Task details:
When you output the records, match them exactly and omit any picture they include.
◆ ◆ ◆ ◆
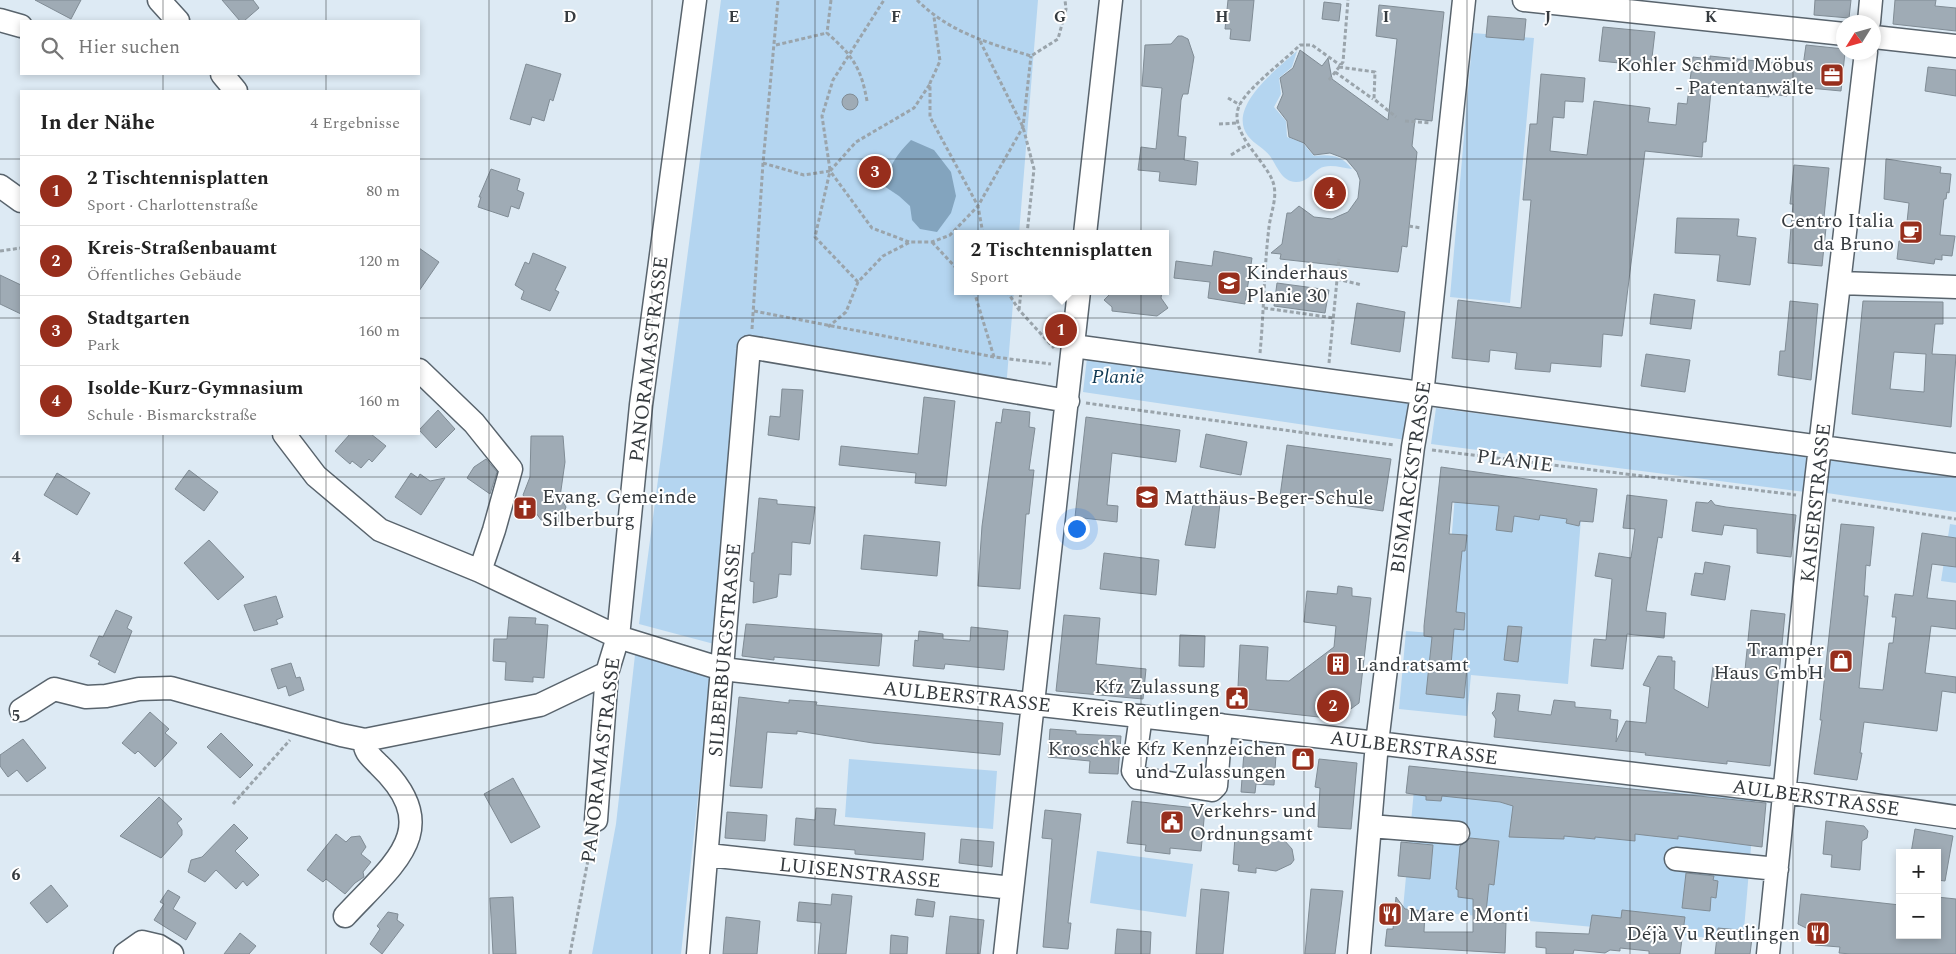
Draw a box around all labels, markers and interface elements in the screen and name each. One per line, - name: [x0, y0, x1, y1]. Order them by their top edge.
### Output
- text: D: [564, 5, 577, 29]
- text: E: [729, 5, 739, 29]
- text: F: [891, 5, 901, 29]
- text: G: [1054, 5, 1066, 29]
- text: H: [1215, 5, 1229, 29]
- text: I: [1383, 5, 1389, 29]
- text: J: [1545, 5, 1552, 29]
- text: K: [1705, 5, 1718, 29]
- north arrow: [1836, 15, 1881, 60]
- search box: [20, 20, 420, 75]
- text: Hier suchen: [78, 33, 180, 62]
- icon: search: [38, 34, 66, 62]
- place label: Kohler Schmid Möbus - Patentanwälte: [1616, 50, 1814, 103]
- office icon: Kohler Schmid Möbus - Patentanwälte: [1819, 62, 1845, 88]
- text: In der Nähe: [40, 107, 155, 139]
- text: 4 Ergebnisse: [310, 111, 400, 135]
- pin: 3: [859, 153, 891, 191]
- text: 2 Tischtennisplatten: [87, 164, 269, 193]
- pin: 4: [1314, 174, 1346, 212]
- text: 1: [52, 179, 60, 203]
- text: 80 m: [366, 179, 400, 203]
- text: Sport · Charlottenstraße: [87, 193, 258, 217]
- place label: Centro Italia da Bruno: [1781, 206, 1894, 259]
- cafe icon: Centro Italia da Bruno: [1898, 219, 1924, 245]
- popup: [954, 230, 1169, 295]
- text: Kreis-Straßenbauamt: [87, 234, 277, 263]
- text: 2 Tischtennisplatten: [971, 236, 1152, 265]
- text: 2: [52, 249, 60, 273]
- text: 120 m: [358, 249, 400, 273]
- street label: PANORAMASTRASSE: [621, 254, 677, 464]
- place label: Kinderhaus Planie 30: [1246, 258, 1348, 311]
- text: Öffentliches Gebäude: [87, 263, 242, 287]
- text: Sport: [971, 265, 1009, 289]
- school or university icon: Kinderhaus Planie 30: [1216, 270, 1242, 296]
- text: Stadtgarten: [87, 304, 190, 333]
- pin: 1: [1045, 311, 1077, 349]
- text: 3: [52, 319, 60, 343]
- text: 160 m: [358, 319, 400, 343]
- text: Park: [87, 333, 120, 357]
- park label: Planie: [1092, 362, 1145, 392]
- text: Isolde-Kurz-Gymnasium: [87, 374, 303, 403]
- street label: BISMARCKSTRASSE: [1383, 379, 1439, 575]
- text: 4: [52, 389, 60, 413]
- text: 160 m: [358, 389, 400, 413]
- text: Schule · Bismarckstraße: [87, 403, 257, 427]
- street label: KAISERSTRASSE: [1793, 422, 1839, 584]
- street label: PLANIE: [1475, 441, 1555, 481]
- place label: Evang. Gemeinde Silberburg: [542, 482, 697, 535]
- place label: Matthäus-Beger-Schule: [1164, 483, 1374, 513]
- school or university icon: Matthäus-Beger-Schule: [1134, 484, 1160, 510]
- church icon: Evang. Gemeinde Silberburg: [512, 495, 538, 521]
- your location: [1064, 516, 1090, 542]
- street label: SILBERBURGSTRASSE: [701, 542, 749, 758]
- text: 4: [12, 545, 21, 569]
- place label: Tramper Haus GmbH: [1713, 635, 1824, 688]
- shop icon: Tramper Haus GmbH: [1828, 648, 1854, 674]
- place label: Landratsamt: [1356, 650, 1469, 680]
- building icon: Landratsamt: [1325, 651, 1351, 677]
- street label: PANORAMASTRASSE: [573, 655, 629, 865]
- place label: Kfz Zulassung Kreis Reutlingen: [1071, 672, 1220, 725]
- street label: AULBERSTRASSE: [881, 673, 1052, 721]
- public building icon: Kfz Zulassung Kreis Reutlingen: [1224, 685, 1250, 711]
- pin: 2: [1317, 687, 1349, 725]
- text: 5: [12, 704, 20, 728]
- street label: AULBERSTRASSE: [1328, 723, 1499, 773]
- place label: Kroschke Kfz Kennzeichen und Zulassungen: [1048, 734, 1286, 787]
- shop icon: Kroschke Kfz Kennzeichen und Zulassungen: [1290, 746, 1316, 772]
- street label: AULBERSTRASSE: [1730, 771, 1902, 825]
- place label: Verkehrs- und Ordnungsamt: [1190, 796, 1317, 849]
- public building icon: Verkehrs- und Ordnungsamt: [1159, 809, 1185, 835]
- map controls: [1896, 849, 1941, 939]
- button: +: [1896, 849, 1941, 894]
- street label: LUISENSTRASSE: [778, 850, 942, 896]
- text: 6: [12, 863, 21, 887]
- button: −: [1896, 894, 1941, 939]
- place label: Mare e Monti: [1408, 900, 1529, 930]
- restaurant icon: Mare e Monti: [1377, 901, 1403, 927]
- place label: Déjà Vu Reutlingen: [1626, 919, 1800, 949]
- restaurant icon: Déjà Vu Reutlingen: [1805, 920, 1831, 946]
◆ ◆ ◆ ◆
Solution to this exercise:
Draw a box around all labels, markers and interface elements in the screen and name each. One per line, - name: [x0, y0, x1, y1]. Order them by their top edge.
### Output
- text: D: [564, 5, 577, 29]
- text: E: [729, 5, 739, 29]
- text: F: [891, 5, 901, 29]
- text: G: [1054, 5, 1066, 29]
- text: H: [1215, 5, 1229, 29]
- text: I: [1383, 5, 1389, 29]
- text: J: [1545, 5, 1552, 29]
- text: K: [1705, 5, 1718, 29]
- north arrow: [1836, 15, 1881, 60]
- search box: [20, 20, 420, 75]
- text: Hier suchen: [78, 33, 180, 62]
- icon: search: [38, 34, 66, 62]
- place label: Kohler Schmid Möbus - Patentanwälte: [1616, 50, 1814, 103]
- office icon: Kohler Schmid Möbus - Patentanwälte: [1819, 62, 1845, 88]
- text: In der Nähe: [40, 107, 155, 139]
- text: 4 Ergebnisse: [310, 111, 400, 135]
- pin: 3: [859, 153, 891, 191]
- text: 2 Tischtennisplatten: [87, 164, 269, 193]
- pin: 4: [1314, 174, 1346, 212]
- text: 1: [52, 179, 60, 203]
- text: 80 m: [366, 179, 400, 203]
- text: Sport · Charlottenstraße: [87, 193, 258, 217]
- place label: Centro Italia da Bruno: [1781, 206, 1894, 259]
- cafe icon: Centro Italia da Bruno: [1898, 219, 1924, 245]
- popup: [954, 230, 1169, 295]
- text: Kreis-Straßenbauamt: [87, 234, 277, 263]
- text: 2 Tischtennisplatten: [971, 236, 1152, 265]
- text: 2: [52, 249, 60, 273]
- text: 120 m: [358, 249, 400, 273]
- street label: PANORAMASTRASSE: [621, 254, 677, 464]
- place label: Kinderhaus Planie 30: [1246, 258, 1348, 311]
- text: Öffentliches Gebäude: [87, 263, 242, 287]
- text: Sport: [971, 265, 1009, 289]
- school or university icon: Kinderhaus Planie 30: [1216, 270, 1242, 296]
- text: Stadtgarten: [87, 304, 190, 333]
- pin: 1: [1045, 311, 1077, 349]
- text: 3: [52, 319, 60, 343]
- text: 160 m: [358, 319, 400, 343]
- text: Park: [87, 333, 120, 357]
- park label: Planie: [1092, 362, 1145, 392]
- text: Isolde-Kurz-Gymnasium: [87, 374, 303, 403]
- street label: BISMARCKSTRASSE: [1383, 379, 1439, 575]
- text: 4: [52, 389, 60, 413]
- text: 160 m: [358, 389, 400, 413]
- text: Schule · Bismarckstraße: [87, 403, 257, 427]
- street label: KAISERSTRASSE: [1793, 422, 1839, 584]
- street label: PLANIE: [1475, 441, 1555, 481]
- place label: Evang. Gemeinde Silberburg: [542, 482, 697, 535]
- place label: Matthäus-Beger-Schule: [1164, 483, 1374, 513]
- school or university icon: Matthäus-Beger-Schule: [1134, 484, 1160, 510]
- church icon: Evang. Gemeinde Silberburg: [512, 495, 538, 521]
- your location: [1064, 516, 1090, 542]
- street label: SILBERBURGSTRASSE: [701, 542, 749, 758]
- text: 4: [12, 545, 21, 569]
- place label: Tramper Haus GmbH: [1713, 635, 1824, 688]
- shop icon: Tramper Haus GmbH: [1828, 648, 1854, 674]
- place label: Landratsamt: [1356, 650, 1469, 680]
- building icon: Landratsamt: [1325, 651, 1351, 677]
- street label: PANORAMASTRASSE: [573, 655, 629, 865]
- place label: Kfz Zulassung Kreis Reutlingen: [1071, 672, 1220, 725]
- street label: AULBERSTRASSE: [881, 673, 1052, 721]
- public building icon: Kfz Zulassung Kreis Reutlingen: [1224, 685, 1250, 711]
- pin: 2: [1317, 687, 1349, 725]
- text: 5: [12, 704, 20, 728]
- street label: AULBERSTRASSE: [1328, 723, 1499, 773]
- place label: Kroschke Kfz Kennzeichen und Zulassungen: [1048, 734, 1286, 787]
- shop icon: Kroschke Kfz Kennzeichen und Zulassungen: [1290, 746, 1316, 772]
- street label: AULBERSTRASSE: [1730, 771, 1902, 825]
- place label: Verkehrs- und Ordnungsamt: [1190, 796, 1317, 849]
- public building icon: Verkehrs- und Ordnungsamt: [1159, 809, 1185, 835]
- map controls: [1896, 849, 1941, 939]
- button: +: [1896, 849, 1941, 894]
- street label: LUISENSTRASSE: [778, 850, 942, 896]
- text: 6: [12, 863, 21, 887]
- button: −: [1896, 894, 1941, 939]
- place label: Mare e Monti: [1408, 900, 1529, 930]
- restaurant icon: Mare e Monti: [1377, 901, 1403, 927]
- place label: Déjà Vu Reutlingen: [1626, 919, 1800, 949]
- restaurant icon: Déjà Vu Reutlingen: [1805, 920, 1831, 946]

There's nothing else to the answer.